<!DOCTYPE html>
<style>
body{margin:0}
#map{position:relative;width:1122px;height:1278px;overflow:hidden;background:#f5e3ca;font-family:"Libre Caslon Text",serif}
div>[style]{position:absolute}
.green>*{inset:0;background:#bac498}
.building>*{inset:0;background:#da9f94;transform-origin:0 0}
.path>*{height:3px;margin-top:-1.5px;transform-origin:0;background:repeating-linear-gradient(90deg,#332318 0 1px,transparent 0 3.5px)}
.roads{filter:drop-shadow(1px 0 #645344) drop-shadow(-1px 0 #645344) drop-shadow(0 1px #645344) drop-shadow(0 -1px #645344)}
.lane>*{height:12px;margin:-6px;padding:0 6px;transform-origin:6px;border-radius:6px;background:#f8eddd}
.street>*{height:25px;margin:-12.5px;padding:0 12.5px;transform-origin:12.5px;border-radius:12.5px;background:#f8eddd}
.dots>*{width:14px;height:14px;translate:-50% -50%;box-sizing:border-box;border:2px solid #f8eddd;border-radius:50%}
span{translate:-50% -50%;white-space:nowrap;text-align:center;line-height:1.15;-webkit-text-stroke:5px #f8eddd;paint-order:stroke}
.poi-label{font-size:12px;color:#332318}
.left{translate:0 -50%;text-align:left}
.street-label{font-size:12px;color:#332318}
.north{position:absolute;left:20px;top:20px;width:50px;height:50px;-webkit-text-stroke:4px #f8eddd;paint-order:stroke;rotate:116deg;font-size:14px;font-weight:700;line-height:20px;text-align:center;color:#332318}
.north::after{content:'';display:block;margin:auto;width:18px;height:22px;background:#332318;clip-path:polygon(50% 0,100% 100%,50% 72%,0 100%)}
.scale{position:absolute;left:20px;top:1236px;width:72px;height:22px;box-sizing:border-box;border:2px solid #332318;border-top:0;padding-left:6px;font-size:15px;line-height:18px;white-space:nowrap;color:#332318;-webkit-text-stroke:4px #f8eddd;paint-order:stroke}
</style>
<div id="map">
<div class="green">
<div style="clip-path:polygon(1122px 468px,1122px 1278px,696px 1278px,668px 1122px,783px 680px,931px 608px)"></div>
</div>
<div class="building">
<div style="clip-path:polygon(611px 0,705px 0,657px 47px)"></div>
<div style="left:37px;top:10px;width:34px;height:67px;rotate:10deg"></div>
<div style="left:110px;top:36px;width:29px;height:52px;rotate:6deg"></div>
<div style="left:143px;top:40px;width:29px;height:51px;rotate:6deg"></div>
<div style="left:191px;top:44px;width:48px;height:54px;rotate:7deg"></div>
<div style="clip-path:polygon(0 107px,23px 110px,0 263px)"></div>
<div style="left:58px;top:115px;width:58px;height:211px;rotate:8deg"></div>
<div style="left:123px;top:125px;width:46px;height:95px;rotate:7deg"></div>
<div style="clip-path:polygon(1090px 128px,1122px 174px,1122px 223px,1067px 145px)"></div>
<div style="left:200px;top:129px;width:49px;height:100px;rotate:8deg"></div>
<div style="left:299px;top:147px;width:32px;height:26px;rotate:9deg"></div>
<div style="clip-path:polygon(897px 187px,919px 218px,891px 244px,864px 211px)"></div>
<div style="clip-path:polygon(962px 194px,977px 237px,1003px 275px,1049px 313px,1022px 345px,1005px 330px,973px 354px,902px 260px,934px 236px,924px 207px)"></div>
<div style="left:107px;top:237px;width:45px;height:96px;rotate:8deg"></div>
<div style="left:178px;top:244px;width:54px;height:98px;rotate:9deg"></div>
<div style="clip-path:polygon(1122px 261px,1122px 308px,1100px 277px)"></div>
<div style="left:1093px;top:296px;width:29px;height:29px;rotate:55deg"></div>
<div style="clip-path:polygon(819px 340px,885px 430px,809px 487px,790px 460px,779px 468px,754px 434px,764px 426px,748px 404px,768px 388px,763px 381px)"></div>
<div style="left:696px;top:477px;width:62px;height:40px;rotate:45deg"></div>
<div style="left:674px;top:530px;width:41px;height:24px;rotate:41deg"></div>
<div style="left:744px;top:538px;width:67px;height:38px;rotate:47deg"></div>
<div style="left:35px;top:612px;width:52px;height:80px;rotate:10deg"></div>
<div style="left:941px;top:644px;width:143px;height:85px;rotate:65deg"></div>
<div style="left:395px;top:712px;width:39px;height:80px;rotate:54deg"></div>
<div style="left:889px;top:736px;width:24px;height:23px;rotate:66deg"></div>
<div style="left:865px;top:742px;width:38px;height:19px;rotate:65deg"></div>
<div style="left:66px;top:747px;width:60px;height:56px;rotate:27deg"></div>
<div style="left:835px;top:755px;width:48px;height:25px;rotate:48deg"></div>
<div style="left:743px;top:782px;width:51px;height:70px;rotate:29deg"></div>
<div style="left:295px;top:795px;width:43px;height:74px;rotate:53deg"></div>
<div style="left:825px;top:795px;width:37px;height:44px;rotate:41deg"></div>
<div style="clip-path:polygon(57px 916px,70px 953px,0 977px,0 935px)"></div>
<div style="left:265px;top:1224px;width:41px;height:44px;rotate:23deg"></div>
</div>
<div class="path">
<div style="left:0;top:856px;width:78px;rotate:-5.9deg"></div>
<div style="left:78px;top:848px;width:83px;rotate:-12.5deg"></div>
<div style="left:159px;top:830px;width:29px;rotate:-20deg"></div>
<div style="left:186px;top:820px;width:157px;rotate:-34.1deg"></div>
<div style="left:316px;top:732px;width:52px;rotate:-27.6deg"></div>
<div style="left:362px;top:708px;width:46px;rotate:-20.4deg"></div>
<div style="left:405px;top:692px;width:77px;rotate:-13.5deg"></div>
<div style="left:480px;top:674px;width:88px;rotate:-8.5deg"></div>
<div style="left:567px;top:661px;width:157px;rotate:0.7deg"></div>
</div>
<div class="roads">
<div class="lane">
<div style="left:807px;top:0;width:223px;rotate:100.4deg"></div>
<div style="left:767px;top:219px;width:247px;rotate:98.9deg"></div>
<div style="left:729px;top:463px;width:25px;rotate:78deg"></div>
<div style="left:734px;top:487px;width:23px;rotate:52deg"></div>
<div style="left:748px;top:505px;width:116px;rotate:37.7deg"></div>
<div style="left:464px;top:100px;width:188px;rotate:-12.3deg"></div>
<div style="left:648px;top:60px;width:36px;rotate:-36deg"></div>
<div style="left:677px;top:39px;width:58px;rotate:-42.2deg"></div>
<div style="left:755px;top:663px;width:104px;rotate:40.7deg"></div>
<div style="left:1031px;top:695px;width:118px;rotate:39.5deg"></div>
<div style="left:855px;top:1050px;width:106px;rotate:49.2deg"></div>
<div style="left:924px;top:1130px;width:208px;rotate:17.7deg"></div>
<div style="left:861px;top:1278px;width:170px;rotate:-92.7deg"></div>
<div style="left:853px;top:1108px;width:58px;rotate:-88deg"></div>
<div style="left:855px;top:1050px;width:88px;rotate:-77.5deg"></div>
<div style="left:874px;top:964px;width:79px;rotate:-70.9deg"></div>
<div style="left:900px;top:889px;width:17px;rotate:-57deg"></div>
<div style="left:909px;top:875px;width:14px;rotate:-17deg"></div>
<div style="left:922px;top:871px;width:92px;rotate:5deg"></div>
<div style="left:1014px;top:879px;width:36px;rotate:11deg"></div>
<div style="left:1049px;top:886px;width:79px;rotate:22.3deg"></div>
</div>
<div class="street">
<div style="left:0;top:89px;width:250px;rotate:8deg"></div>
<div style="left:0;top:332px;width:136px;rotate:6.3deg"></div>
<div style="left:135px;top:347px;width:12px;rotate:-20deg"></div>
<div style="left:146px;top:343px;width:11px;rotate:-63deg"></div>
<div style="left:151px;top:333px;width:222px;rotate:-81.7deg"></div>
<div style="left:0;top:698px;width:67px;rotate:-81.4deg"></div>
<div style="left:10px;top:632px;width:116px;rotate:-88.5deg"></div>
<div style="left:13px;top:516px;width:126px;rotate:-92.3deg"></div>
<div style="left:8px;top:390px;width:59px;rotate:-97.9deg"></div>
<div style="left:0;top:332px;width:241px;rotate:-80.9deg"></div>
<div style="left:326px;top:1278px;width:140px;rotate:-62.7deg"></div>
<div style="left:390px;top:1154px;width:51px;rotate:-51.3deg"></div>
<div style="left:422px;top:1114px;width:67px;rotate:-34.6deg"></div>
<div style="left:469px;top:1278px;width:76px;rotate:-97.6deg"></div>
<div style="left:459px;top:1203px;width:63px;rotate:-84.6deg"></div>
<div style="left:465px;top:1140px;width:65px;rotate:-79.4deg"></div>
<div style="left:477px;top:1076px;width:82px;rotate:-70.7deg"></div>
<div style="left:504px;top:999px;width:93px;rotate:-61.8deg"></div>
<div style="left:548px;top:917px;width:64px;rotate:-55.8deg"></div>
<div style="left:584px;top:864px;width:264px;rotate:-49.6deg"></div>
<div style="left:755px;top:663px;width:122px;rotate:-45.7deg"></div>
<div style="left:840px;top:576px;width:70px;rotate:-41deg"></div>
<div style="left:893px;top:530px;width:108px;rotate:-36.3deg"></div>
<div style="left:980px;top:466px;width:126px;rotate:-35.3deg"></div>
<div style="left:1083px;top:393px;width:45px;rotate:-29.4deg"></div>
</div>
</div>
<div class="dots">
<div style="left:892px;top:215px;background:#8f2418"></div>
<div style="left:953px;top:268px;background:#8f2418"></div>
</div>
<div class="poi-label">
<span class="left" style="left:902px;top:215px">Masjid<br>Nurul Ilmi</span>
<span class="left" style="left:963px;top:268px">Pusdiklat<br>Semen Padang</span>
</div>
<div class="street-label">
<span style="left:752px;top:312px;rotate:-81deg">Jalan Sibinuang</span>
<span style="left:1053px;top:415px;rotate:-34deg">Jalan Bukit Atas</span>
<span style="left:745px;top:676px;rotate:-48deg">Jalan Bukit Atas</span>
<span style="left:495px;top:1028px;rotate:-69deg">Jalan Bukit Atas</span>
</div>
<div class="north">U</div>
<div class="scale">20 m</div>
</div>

══════════════════════════════

→ **PROBLEM DETAILS**:
The answer must be every line of the data that holds the word "scale".

→ **SOLUTION**:
.scale{position:absolute;left:20px;top:1236px;width:72px;height:22px;box-sizing:border-box;border:2px solid #332318;border-top:0;padding-left:6px;font-size:15px;line-height:18px;white-space:nowrap;color:#332318;-webkit-text-stroke:4px #f8eddd;paint-order:stroke}
<div class="scale">20 m</div>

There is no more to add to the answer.